Activity:
Note how many lines in the entries below contain the string "boxes", and answer with that number and no other text.

Provided records:

▼▼▼

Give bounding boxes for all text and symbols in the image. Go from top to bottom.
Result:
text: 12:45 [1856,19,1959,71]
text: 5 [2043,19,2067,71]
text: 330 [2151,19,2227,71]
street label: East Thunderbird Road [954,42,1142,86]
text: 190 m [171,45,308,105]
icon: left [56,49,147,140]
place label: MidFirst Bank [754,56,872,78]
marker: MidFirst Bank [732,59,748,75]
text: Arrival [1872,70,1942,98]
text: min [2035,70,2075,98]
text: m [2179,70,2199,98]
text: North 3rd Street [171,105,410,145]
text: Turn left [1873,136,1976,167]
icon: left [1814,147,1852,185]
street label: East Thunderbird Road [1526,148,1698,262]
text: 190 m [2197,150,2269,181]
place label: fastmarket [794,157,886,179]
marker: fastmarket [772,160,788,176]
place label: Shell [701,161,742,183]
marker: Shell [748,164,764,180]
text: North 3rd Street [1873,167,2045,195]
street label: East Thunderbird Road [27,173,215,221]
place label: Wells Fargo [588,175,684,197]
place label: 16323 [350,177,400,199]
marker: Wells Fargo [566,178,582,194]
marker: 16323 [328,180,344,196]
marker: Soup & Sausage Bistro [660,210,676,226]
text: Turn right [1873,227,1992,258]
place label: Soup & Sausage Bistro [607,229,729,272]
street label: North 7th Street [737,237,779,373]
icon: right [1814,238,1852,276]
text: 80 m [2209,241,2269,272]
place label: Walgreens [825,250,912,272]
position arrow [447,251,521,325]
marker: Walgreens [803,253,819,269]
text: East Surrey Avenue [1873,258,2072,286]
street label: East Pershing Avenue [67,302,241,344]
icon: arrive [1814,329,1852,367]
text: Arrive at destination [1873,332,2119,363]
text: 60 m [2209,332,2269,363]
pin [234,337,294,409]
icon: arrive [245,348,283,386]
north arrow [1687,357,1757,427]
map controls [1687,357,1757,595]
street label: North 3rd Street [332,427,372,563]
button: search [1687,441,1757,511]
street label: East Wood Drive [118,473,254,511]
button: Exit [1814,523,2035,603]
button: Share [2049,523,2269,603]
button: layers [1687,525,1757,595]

▲▲▲
▼▼▼

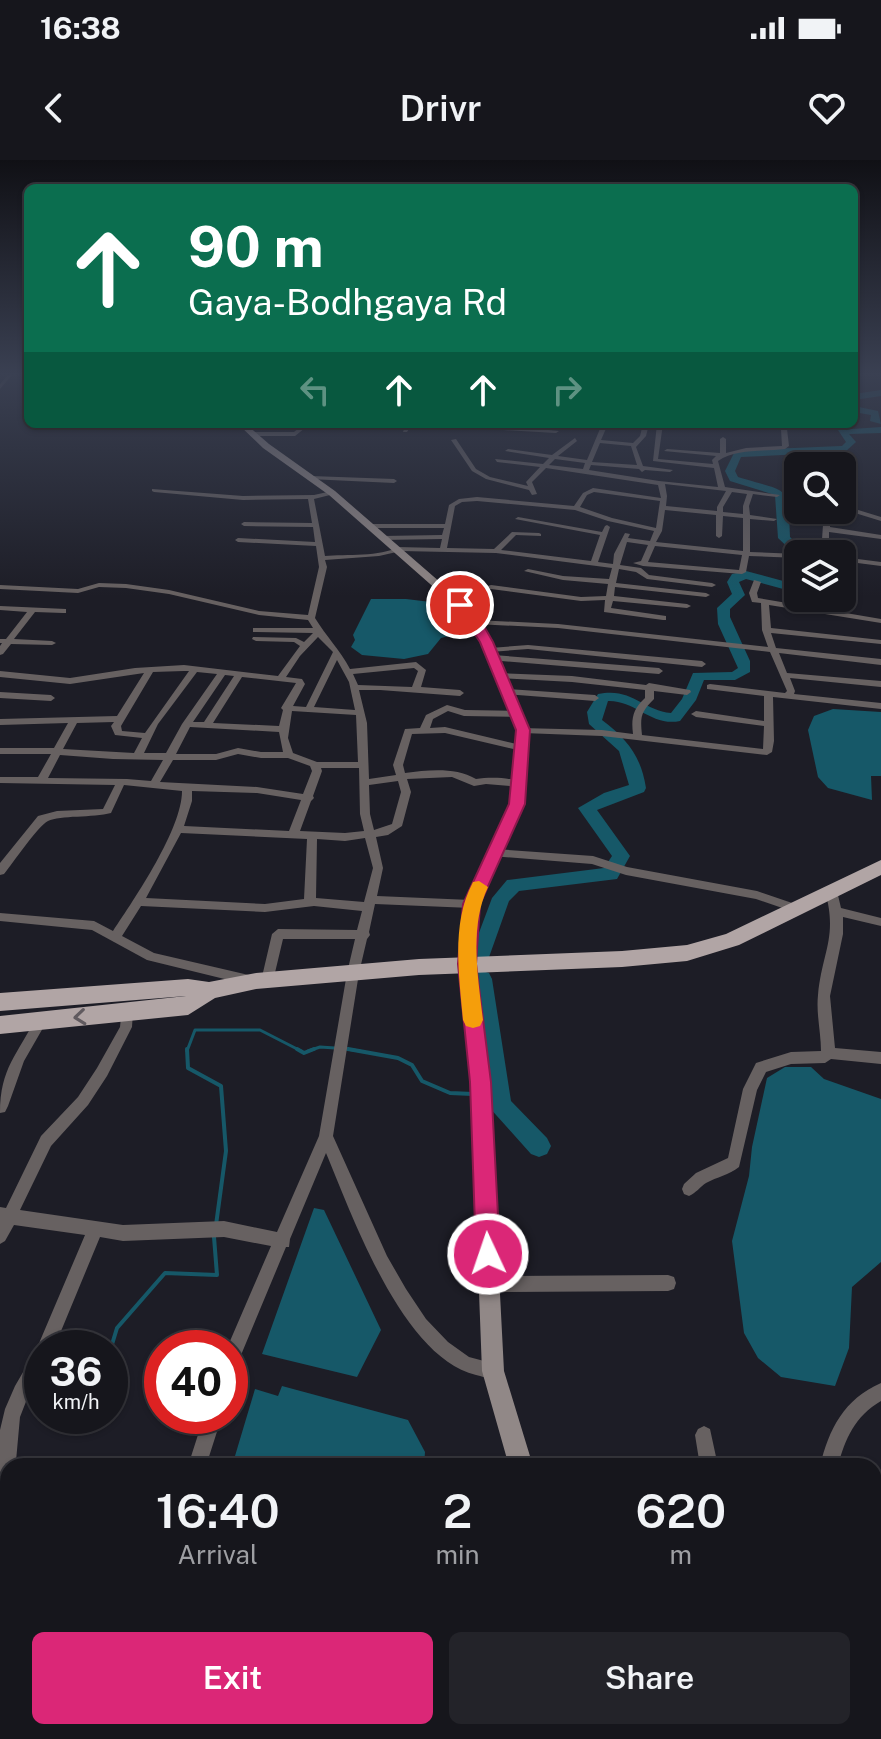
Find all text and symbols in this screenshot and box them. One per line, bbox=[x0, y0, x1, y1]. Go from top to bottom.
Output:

▲▲▲
▼▼▼

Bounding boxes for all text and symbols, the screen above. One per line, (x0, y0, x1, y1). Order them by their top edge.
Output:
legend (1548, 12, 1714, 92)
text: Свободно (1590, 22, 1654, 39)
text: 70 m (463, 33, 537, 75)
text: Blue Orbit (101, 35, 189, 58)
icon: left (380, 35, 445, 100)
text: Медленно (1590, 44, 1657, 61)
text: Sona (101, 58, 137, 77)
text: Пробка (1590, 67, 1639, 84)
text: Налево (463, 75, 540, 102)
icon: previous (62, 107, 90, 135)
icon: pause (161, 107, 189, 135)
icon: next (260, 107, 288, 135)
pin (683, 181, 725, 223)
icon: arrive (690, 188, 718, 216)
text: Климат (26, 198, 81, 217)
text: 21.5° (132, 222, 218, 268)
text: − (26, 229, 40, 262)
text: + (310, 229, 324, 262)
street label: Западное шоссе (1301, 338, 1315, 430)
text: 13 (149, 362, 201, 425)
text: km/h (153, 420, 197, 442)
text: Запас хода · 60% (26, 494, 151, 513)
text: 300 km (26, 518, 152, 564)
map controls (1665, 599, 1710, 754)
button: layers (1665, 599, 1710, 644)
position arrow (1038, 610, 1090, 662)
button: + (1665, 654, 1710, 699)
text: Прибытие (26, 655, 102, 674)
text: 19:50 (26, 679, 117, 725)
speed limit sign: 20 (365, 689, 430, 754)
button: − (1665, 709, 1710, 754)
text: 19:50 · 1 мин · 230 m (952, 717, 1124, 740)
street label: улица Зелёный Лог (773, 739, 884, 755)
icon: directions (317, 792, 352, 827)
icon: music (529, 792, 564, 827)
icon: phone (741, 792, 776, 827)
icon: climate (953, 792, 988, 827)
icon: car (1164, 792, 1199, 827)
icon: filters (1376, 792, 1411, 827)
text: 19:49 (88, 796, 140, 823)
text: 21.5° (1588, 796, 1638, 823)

▲▲▲

Answer section:
2